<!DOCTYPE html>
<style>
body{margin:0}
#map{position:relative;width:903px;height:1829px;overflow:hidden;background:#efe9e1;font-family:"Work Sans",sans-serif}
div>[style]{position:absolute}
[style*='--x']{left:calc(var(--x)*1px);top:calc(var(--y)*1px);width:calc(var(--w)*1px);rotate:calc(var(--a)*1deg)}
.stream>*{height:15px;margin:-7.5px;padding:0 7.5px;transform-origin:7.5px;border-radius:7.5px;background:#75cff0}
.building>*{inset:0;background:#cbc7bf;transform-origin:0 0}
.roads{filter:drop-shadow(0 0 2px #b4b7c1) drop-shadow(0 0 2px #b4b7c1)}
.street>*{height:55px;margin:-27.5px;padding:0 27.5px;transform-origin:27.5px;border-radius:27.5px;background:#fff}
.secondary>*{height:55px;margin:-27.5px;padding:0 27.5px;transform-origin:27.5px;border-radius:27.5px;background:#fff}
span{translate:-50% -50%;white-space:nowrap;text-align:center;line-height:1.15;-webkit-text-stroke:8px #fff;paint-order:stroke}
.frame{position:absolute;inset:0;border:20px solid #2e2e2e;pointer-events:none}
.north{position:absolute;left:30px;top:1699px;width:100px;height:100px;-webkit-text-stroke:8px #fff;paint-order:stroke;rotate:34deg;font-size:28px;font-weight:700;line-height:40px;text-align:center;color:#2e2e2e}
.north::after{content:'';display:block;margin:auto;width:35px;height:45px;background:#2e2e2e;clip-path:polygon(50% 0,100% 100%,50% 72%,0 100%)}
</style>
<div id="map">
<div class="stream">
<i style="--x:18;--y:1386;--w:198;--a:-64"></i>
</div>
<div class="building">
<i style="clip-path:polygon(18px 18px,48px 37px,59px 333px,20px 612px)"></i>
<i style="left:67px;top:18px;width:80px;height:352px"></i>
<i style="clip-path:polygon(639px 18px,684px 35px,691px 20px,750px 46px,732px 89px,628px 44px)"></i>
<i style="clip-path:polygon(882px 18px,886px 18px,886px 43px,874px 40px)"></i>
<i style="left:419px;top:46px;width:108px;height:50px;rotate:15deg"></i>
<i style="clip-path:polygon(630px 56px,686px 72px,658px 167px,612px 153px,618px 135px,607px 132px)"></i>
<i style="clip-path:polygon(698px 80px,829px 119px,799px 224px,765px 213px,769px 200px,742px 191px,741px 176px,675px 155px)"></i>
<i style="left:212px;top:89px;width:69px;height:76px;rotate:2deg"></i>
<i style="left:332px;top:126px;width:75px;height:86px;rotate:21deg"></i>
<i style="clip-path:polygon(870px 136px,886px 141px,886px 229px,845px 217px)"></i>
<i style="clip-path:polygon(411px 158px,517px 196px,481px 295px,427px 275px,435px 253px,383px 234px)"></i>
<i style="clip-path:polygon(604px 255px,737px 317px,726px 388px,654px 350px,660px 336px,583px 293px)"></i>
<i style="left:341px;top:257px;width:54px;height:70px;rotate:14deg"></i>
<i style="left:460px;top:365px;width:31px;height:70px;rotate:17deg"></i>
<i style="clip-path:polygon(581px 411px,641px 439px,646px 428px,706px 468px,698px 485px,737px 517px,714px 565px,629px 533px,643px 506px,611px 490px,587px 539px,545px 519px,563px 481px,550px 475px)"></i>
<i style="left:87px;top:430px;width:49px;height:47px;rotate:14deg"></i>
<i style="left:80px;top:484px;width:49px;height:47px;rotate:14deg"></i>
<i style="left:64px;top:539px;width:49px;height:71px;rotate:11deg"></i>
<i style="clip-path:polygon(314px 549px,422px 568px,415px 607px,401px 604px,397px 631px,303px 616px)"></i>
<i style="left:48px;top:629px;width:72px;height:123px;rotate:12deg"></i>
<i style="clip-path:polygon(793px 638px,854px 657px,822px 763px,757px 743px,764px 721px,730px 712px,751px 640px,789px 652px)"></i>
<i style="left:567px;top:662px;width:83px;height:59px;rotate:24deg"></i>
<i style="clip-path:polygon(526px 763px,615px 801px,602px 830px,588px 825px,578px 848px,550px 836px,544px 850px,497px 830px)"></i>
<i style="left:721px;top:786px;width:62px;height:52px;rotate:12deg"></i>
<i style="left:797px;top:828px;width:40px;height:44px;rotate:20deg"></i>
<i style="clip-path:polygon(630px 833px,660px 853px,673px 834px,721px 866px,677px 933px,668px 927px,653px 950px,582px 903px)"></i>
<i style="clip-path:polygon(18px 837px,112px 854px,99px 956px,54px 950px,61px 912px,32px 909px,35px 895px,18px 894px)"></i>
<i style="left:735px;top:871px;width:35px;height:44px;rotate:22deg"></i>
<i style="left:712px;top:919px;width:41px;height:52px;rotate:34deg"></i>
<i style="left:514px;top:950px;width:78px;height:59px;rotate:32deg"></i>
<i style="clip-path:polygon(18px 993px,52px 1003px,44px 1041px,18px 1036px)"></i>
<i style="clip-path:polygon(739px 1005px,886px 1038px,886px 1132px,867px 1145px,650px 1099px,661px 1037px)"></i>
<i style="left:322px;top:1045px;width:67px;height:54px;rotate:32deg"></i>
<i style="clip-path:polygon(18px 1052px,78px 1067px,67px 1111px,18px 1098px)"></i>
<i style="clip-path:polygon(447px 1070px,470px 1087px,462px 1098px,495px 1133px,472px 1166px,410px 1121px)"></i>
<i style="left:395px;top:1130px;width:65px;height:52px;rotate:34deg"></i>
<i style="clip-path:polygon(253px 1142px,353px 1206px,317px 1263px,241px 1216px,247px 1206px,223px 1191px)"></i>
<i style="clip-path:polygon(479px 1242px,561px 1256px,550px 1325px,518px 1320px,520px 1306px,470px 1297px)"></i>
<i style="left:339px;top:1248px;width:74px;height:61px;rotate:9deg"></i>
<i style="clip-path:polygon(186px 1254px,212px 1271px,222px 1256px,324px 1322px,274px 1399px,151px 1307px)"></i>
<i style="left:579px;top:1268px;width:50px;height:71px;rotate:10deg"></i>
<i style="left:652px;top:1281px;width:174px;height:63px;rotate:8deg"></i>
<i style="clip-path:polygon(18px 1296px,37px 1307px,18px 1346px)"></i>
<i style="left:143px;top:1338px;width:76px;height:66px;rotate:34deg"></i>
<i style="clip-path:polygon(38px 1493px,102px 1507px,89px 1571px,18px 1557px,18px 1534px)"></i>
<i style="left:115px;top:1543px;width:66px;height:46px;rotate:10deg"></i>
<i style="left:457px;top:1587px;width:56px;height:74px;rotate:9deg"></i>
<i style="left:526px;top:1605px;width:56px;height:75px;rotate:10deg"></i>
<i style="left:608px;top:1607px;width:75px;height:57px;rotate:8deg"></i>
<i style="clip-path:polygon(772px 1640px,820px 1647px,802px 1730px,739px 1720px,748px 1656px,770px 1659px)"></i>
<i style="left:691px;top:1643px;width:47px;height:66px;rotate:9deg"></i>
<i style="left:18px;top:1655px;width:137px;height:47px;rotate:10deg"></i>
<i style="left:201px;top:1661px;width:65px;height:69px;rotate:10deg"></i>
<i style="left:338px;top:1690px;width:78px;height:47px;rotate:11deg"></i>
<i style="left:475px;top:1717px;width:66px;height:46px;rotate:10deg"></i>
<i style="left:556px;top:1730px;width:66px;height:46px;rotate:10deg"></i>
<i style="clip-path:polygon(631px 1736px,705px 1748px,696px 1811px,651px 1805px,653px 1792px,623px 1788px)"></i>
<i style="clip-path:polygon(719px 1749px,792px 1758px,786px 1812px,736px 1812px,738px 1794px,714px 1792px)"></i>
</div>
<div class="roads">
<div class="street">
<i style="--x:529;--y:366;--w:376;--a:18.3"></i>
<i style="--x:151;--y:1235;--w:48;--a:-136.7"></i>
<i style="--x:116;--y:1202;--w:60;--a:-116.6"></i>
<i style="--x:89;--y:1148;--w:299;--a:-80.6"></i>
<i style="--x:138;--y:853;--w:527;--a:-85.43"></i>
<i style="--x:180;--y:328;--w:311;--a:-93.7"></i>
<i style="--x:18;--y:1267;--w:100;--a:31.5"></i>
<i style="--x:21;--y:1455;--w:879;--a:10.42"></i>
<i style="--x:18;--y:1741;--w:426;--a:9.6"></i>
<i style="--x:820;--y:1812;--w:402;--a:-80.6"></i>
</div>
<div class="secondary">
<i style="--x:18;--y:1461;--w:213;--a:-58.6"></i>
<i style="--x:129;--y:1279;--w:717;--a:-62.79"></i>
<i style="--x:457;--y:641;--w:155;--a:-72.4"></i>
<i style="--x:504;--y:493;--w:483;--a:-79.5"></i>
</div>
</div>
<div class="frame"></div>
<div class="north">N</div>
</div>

• WHAT YOU ARE ASKED TO DO: Among the lines above, find those that contain the word "padding" and copy them.

• RESULT FOR THIS EXERCISE:
.stream>*{height:15px;margin:-7.5px;padding:0 7.5px;transform-origin:7.5px;border-radius:7.5px;background:#75cff0}
.street>*{height:55px;margin:-27.5px;padding:0 27.5px;transform-origin:27.5px;border-radius:27.5px;background:#fff}
.secondary>*{height:55px;margin:-27.5px;padding:0 27.5px;transform-origin:27.5px;border-radius:27.5px;background:#fff}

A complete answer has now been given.